Data for analysis →
+ + + + + + +
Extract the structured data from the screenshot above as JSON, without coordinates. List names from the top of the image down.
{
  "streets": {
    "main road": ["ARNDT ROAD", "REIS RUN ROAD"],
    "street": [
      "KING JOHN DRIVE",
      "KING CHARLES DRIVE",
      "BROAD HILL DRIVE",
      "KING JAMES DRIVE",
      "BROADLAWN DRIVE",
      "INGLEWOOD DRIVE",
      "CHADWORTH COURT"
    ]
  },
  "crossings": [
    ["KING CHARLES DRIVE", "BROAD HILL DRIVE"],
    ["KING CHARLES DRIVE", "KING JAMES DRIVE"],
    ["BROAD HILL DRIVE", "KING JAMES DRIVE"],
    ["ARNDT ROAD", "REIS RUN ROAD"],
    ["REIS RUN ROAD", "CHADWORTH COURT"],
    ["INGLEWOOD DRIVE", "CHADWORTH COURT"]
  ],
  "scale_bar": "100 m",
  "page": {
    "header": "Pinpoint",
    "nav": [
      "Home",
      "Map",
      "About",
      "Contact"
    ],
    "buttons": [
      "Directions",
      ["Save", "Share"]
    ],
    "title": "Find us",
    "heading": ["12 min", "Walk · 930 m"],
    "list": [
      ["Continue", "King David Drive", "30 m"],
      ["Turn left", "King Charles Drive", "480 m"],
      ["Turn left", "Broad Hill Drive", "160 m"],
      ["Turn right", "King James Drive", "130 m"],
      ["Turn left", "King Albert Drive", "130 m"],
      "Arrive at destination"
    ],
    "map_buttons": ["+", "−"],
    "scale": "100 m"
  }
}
+ + + + + + +
Instructions to follow →
Scan the records above, count the lines with "INGLEWOOD" in them, and give only the number.

Task result →
2